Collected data
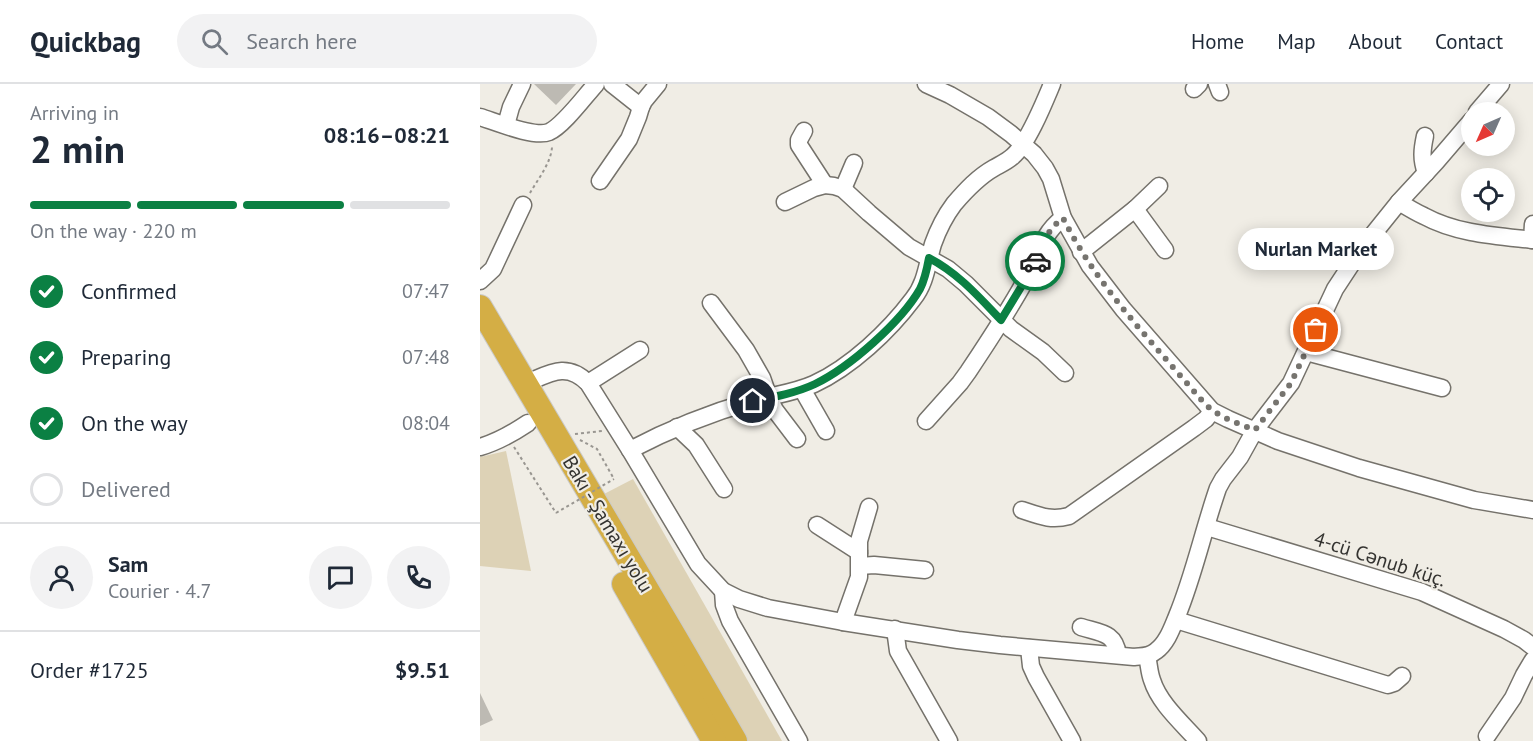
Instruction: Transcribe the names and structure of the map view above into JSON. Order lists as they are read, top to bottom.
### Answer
{
  "streets": {
    "highway": ["Bakı - Şamaxı yolu"],
    "street": ["4-cü Cənub küç."]
  },
  "places": ["Nurlan Market"],
  "north": "bottom left",
  "page": {
    "header": "Quickbag",
    "search": "Search here",
    "nav": [
      "Home",
      "Map",
      "About",
      "Contact"
    ],
    "heading": ["2 min", "Arriving in", "08:16–08:21"],
    "panel": [
      "Sam",
      "Courier · 4.7",
      "Order #1725",
      "$9.51"
    ],
    "bar": "On the way · 220 m",
    "bubble": "Nurlan Market",
    "list": [
      ["Confirmed", "07:47"],
      ["Preparing", "07:48"],
      ["On the way", "08:04"],
      "Delivered"
    ]
  }
}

• _EXERCISE DETAILS_: Retype all entries exactly; omit pictures.

• _SOLVED PROBLEM_:
Instruction: Transcribe the names and structure of the map view above into JSON. Order lists as they are read, top to bottom.
### Answer
{
  "streets": {
    "highway": ["Bakı - Şamaxı yolu"],
    "street": ["4-cü Cənub küç."]
  },
  "places": ["Nurlan Market"],
  "north": "bottom left",
  "page": {
    "header": "Quickbag",
    "search": "Search here",
    "nav": [
      "Home",
      "Map",
      "About",
      "Contact"
    ],
    "heading": ["2 min", "Arriving in", "08:16–08:21"],
    "panel": [
      "Sam",
      "Courier · 4.7",
      "Order #1725",
      "$9.51"
    ],
    "bar": "On the way · 220 m",
    "bubble": "Nurlan Market",
    "list": [
      ["Confirmed", "07:47"],
      ["Preparing", "07:48"],
      ["On the way", "08:04"],
      "Delivered"
    ]
  }
}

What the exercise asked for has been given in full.